Killing a process by name with Ansible Ad-hoc

I’ve been learning my way through Ansible’s ad-hoc method of distributed management. It’s been a great start to re-familiarize myself with the important little details of Linux while getting the basics of Ansible down.

I’m also slowly working my way up in complexity into a distributed performance platform for performance analysis. But this post isn’t about that story. It’s about solving a problem.

The system architecture today is:

  • Deploy VMs from template with DHCP addresses (via PowerShell)
  • Install latest versions of Ansible and fio (via bash… for now)
  • Auto-discover peer systems and separate them into zones inside /etc/ansible/hosts (via python thanks to a coworker)
  • Set crontab with performance profile dictated by host zone (via Ansible)
  • Reboot (via Ansible) and run the workload (via bash)

Then I/O begins. It’s pretty nifty, even in its duct tape and glue design right now.

But I kept finding myself in need of updating the fio workload profile and then restarting the bash script managing workloads. Until today, I’ve been:

      • Using a shared NFS mount to distribute the updates:    ansible all -m shell -a "cp nfs1/*fio ." --ask-pass
      • Rebooting all hosts but this one (learned that lesson):    ansible all:\!10.1.1.131 -m shell -a "reboot" --sudo --ask-pass
      • Then rebooting:    sudo reboot

Then I found that sometimes I just wanted to turn off all workloads in a rush. I knew the answer would have the Linux command kill in it somewhere, but couldn’t figure out how to call it without knowing every system’s process ID (PID) for the command. So I asked on superuser.com and here’s what they taught me in just a few steps.

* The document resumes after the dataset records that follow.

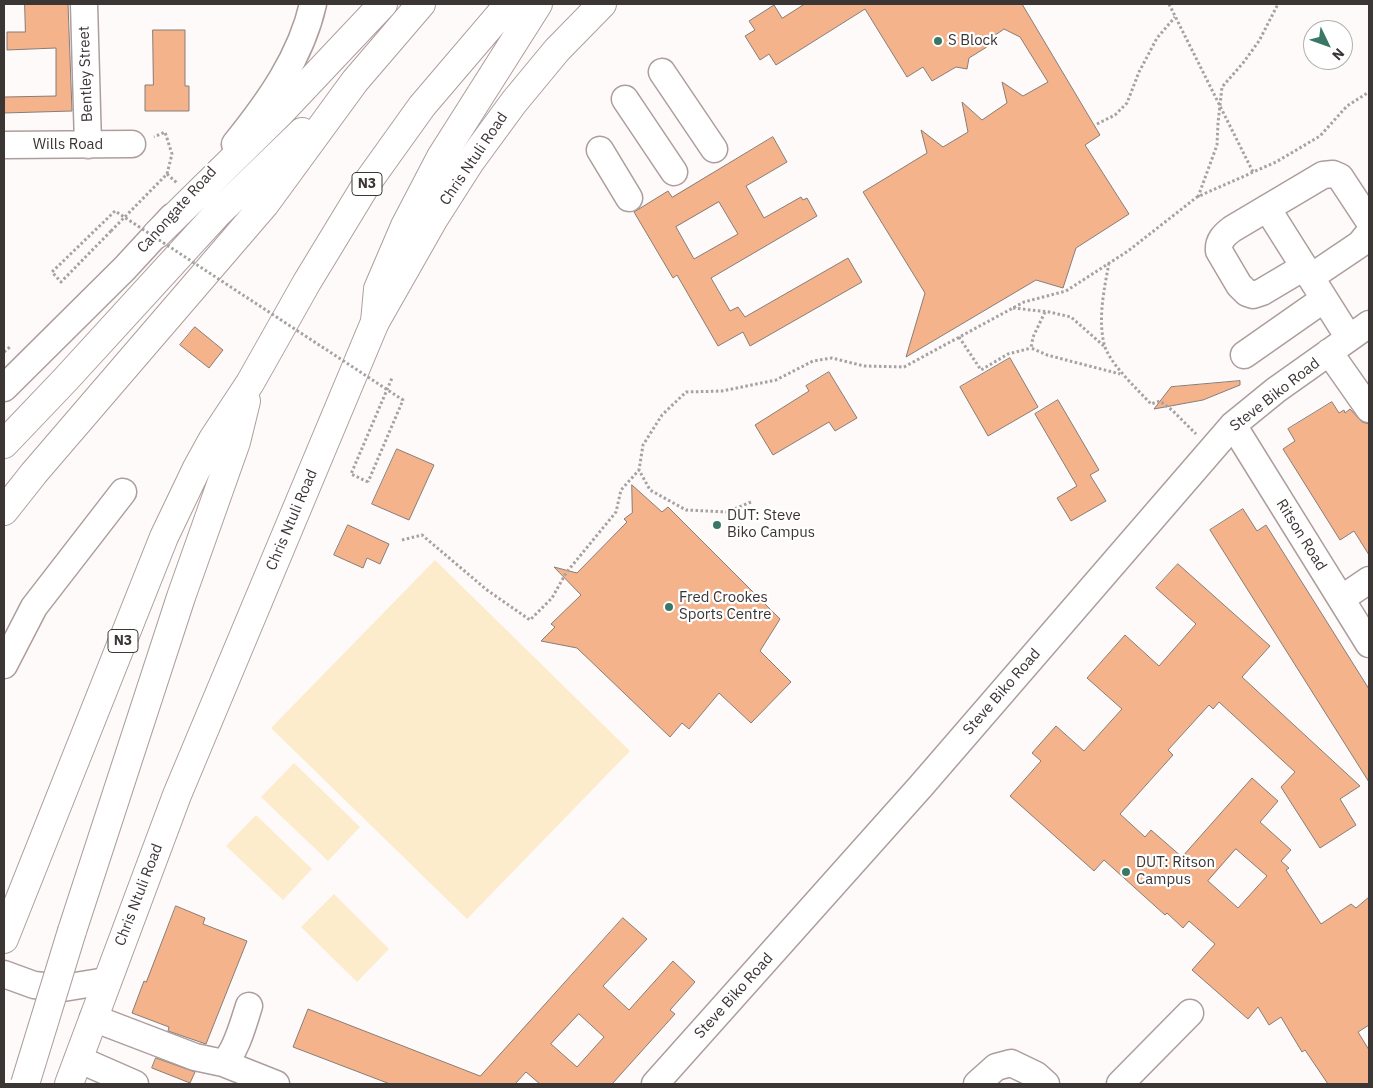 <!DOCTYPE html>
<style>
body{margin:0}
#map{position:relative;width:1373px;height:1088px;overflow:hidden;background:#fefafa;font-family:"IBM Plex Sans",sans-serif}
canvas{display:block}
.frame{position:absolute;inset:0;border:5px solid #3b3534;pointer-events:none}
.north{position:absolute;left:1303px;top:20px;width:50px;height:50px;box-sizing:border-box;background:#fff;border:1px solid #b1aeae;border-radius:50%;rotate:132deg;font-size:14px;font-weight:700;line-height:20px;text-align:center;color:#3b3534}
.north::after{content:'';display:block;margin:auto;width:18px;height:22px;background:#397866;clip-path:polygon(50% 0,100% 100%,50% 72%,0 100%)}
</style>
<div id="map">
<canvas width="1373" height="1088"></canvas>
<div class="frame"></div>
<div class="north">N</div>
</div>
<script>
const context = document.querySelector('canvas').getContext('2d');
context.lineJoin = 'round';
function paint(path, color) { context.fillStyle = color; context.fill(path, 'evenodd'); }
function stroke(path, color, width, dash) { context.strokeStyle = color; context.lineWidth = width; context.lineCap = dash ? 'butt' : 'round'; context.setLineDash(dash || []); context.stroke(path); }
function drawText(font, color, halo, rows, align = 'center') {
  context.font = font + ' "IBM Plex Sans",sans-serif'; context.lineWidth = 4.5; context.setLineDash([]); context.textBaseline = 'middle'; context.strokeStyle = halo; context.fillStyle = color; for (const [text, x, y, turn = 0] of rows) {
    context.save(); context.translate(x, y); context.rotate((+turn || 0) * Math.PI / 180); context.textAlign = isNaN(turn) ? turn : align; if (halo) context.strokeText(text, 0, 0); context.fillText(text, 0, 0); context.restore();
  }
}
const green = new Path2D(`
 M 435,560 L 630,751 L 467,919 L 271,728 Z
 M 294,763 L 360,827 L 328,861 L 261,797 Z
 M 256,815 L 312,869 L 283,900 L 226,846 Z
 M 334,894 L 389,949 L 357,982 L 301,927 Z`);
const building = new Path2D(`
 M 25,4 L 68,4 L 72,111 L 4,113 L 4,97 L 56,96 L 56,48 L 7,50 L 7,32 L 25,32 Z
 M 805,4 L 1022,4 L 1100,135 L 1085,145 L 1129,214 L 1076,248 L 1063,288 L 1036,280 L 906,357 L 925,293 L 863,192 L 927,153 L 921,130 L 943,147 L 968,132 L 962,102 L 982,120 L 1007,103 L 1002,82 L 1023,96 L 1048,82 L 1020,37 L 1004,29 L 991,38 L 990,45 L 969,58 L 967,69 L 956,67 L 932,81 L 923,67 L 907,77 L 865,9 L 776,65 L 769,54 L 760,60 L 745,36 L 755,30 L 749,21 L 774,5 L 782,18 Z
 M 153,30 L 185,30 L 185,86 L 189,86 L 189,111 L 145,111 L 145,85 L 153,85 Z
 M 773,137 L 787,162 L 746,186 L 764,218 L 801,197 L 803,200 L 807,198 L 817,216 L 711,278 L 730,311 L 738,307 L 745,317 L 848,258 L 862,282 L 750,346 L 743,332 L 718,346 L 677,275 L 673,278 L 634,212 L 668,191 L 672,197 ZM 719,202 L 738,234 L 694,259 L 676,227 Z
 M 195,327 L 223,350 L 209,368 L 180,345 Z
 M 1010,358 L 1038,407 L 988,436 L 960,387 Z
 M 829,372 L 857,418 L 835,431 L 829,422 L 773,455 L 755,425 L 809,391 L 806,386 Z
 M 1240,381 L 1240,385 L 1203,400 L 1154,409 L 1171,387 Z
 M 1058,400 L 1099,470 L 1090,475 L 1106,501 L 1071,521 L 1057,498 L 1077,486 L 1035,414 Z
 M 1332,402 L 1339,413 L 1344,410 L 1345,413 L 1350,409 L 1362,422 L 1369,424 L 1369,555 L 1354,531 L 1340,540 L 1283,449 L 1295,441 L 1288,429 Z
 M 397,449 L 434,465 L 409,520 L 372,504 Z
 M 632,485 L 662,512 L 668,507 L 780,619 L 760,651 L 791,682 L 751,723 L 719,693 L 689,729 L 682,723 L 670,737 L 577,648 L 541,641 L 555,627 L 551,624 L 581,595 L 554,567 L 577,573 L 627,522 L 624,519 L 632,513 Z
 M 1243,509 L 1257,531 L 1266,525 L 1369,689 L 1369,782 L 1210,530 Z
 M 348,525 L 389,544 L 380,564 L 367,558 L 363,568 L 334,555 Z
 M 1178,564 L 1270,646 L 1242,677 L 1360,786 L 1340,799 L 1356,825 L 1320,848 L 1281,787 L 1295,772 L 1219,702 L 1213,709 L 1209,705 L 1168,750 L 1173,755 L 1120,814 L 1145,837 L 1151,830 L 1182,857 L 1252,778 L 1278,801 L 1260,822 L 1291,850 L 1281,861 L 1289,868 L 1286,870 L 1321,924 L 1351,904 L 1356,908 L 1369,897 L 1369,1025 L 1358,1032 L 1369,1050 L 1369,1084 L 1328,1084 L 1305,1050 L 1302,1052 L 1281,1017 L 1269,1025 L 1258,1007 L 1248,1019 L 1192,970 L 1215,944 L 1189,921 L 1183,928 L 1167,913 L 1165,915 L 1104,860 L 1094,871 L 1010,796 L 1041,761 L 1032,753 L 1056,726 L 1084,751 L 1122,709 L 1087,678 L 1125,635 L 1159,666 L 1196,624 L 1156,588 ZM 1236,849 L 1267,876 L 1238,908 L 1208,881 Z
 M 176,906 L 205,918 L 203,924 L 247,941 L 206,1044 L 168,1031 L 169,1027 L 132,1013 L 144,981 L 146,982 Z
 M 623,918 L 647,939 L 603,986 L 629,1010 L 673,961 L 695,982 L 670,1010 L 675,1014 L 612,1084 L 540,1084 L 526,1072 L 515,1084 L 390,1084 L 293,1047 L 308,1009 L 480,1076 ZM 579,1014 L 604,1037 L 577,1067 L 551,1044 Z
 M 156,1058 L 195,1072 L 190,1083 L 152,1068 Z`);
const path = new Path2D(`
 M 1169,4 L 1253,172
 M 1097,124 L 1115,115 L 1127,103 L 1139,72 L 1157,38 L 1175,17
 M 167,174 L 177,183
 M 1198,197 L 1217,145 L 1218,123 L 1222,87 L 1243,63 L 1259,41 L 1278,4
 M 111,231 L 167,174 L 172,154 L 165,132 L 154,137
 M 1109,263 C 1104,290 1098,317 1104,344 C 1109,363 1137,389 1151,404 L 1160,401 L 1172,410 L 1196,434
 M 1013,308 L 1049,312 L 1071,317 L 1105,347
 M 1045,312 L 1033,337 L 1031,348 L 1047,355 L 1120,374
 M 959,337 L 981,370 L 1008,354 L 1031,348
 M 4,352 L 11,346
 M 368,482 L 351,474 L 392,378
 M 751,502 L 727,512 L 686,510 L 650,490 L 639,470 L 643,445 L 662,415 L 686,392 L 722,391 L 776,380 L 813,361 L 832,358 L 864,366 L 904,367 L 1024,302 L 1066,291 L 1128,251 L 1197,197 L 1276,162 L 1320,136 L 1347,106 L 1369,92
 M 402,540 L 422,535 L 487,590 L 530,620 L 552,598 L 566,573 L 616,512 L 621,490 L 639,470`);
const minor = new Path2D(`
 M 84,4 L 88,145
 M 662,72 L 714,149
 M 625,99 L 674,172
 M 235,144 C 269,102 301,57 313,4
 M 4,145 L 132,144
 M 600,150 L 629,198
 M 1267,208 L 1349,338
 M 1304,267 L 1262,292 L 1253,295 L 1247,293 L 1239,285 L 1219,251 C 1218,241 1224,235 1232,229 L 1323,175 L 1333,174 L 1340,177 L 1369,221
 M 1311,277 L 1360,244 L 1369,233
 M 1329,352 L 1369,409
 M 1244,355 L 1324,299
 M 4,388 L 125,268 L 172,217
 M 1233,425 L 1369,644
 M 1341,599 L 1369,580
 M 4,665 L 34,607 L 123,492
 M 4,974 L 34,985 L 63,988 L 106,981
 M 93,1018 L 195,1057 L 223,1063 C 236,1053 244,1021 249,1006
 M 78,1059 L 135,1084
 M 223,1063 L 276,1084
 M 655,1084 L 921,786 L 1233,425 L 1276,390 L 1369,324
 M 977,1084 L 996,1067 L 1011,1063 L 1036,1075 L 1046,1084
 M 1120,1084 L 1190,1013`);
const major = new Path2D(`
 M 69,1084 L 177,795 L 375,322 L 433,220 L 470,162 L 514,102 L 557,50 L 602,4`);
const highway = new Path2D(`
 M 157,234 L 281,112 L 383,4
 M 375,322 L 378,289 L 405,226 L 441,157 L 538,4
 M 4,444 L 66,379 L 217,214 L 302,132
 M 4,511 L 34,473 L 265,204 L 355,81 L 421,4
 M 72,931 L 181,597 L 236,442 L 246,401
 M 4,939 L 164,537 L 197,468 L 213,439 L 250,383 L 307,282 L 369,180 L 422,106 L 509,4`);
const pathBridge = new Path2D(`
 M 111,231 L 61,282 L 52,272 L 115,211 L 403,400 L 368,482`);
const highwayBridge = new Path2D(`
 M 25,1084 L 72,931`);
const markers = [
 [938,41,5,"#397866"],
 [717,525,5,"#397866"],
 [669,607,5,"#397866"],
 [1126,872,5,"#397866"]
];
const shields = [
 [367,184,30],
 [123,641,30]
];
const shieldNames = [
 ["N3",367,184],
 ["N3",123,641]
];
const poiNames = [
 ["S Block",948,41],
 ["DUT: Steve",727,516],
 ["Biko Campus",727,533],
 ["Fred Crookes",679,598],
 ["Sports Centre",679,615],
 ["DUT: Ritson",1136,863],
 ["Campus",1136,880]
];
const streetNames = [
 ["Bentley Street",86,74,-92],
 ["Wills Road",68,145],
 ["Chris Ntuli Road",474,159,-56],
 ["Canongate Road",177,210,-48],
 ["Steve Biko Road",1275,395,-38],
 ["Chris Ntuli Road",292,520,-67],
 ["Ritson Road",1301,535,58],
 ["Steve Biko Road",1002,692,-49],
 ["Chris Ntuli Road",139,895,-69],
 ["Steve Biko Road",734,996,-48]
];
paint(green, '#fdeccc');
paint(building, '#f4b38b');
stroke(building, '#887d76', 1);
stroke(minor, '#ad9e9d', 29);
stroke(major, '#ad9e9d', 30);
stroke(highway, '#ad9e9d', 30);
stroke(path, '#a7a2a2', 3, [2.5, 2.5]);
stroke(minor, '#fff', 26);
stroke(major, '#fff', 28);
stroke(highway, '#fff', 28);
stroke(highwayBridge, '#ad9e9d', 30, []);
stroke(pathBridge, '#a7a2a2', 3, [2.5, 2.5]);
stroke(highwayBridge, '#fff', 28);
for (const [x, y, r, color] of markers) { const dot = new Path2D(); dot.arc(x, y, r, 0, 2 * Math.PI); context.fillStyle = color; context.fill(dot); stroke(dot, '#fff', 2); }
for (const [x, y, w] of shields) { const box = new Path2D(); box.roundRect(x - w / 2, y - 11.5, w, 23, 4); context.fillStyle = '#fff'; context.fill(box); stroke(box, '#3b3534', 1); }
drawText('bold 14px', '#3b3534', null, shieldNames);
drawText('15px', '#3b3534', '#fff', poiNames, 'left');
drawText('15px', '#3b3534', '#fff', streetNames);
</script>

Step 1 – Find out the process name.

pgrep -lf bash [to find the bash shell script]

Let’s say it returns a process called bash-fio.

Step 2 – Kill it.

pkill bash-fio

And that’s it! You can confirm you killed the process with ps aux | grep bash, which shows you the process is no longer running.

I now have a single ad-hoc command to kill this process across 15 different VMs:

ansible all -m shell -a "pkill bash-fio" --ask-pass

This kind of distributed kill switch comes in handy. I hope you find good use of it as well.

A Simple & Insecure way to use Ansible

[Update Aug 12th @ 9pm]

Ansible has brilliant security options that I have yet to learn or share here. Do not take this post as a reflection of the platform.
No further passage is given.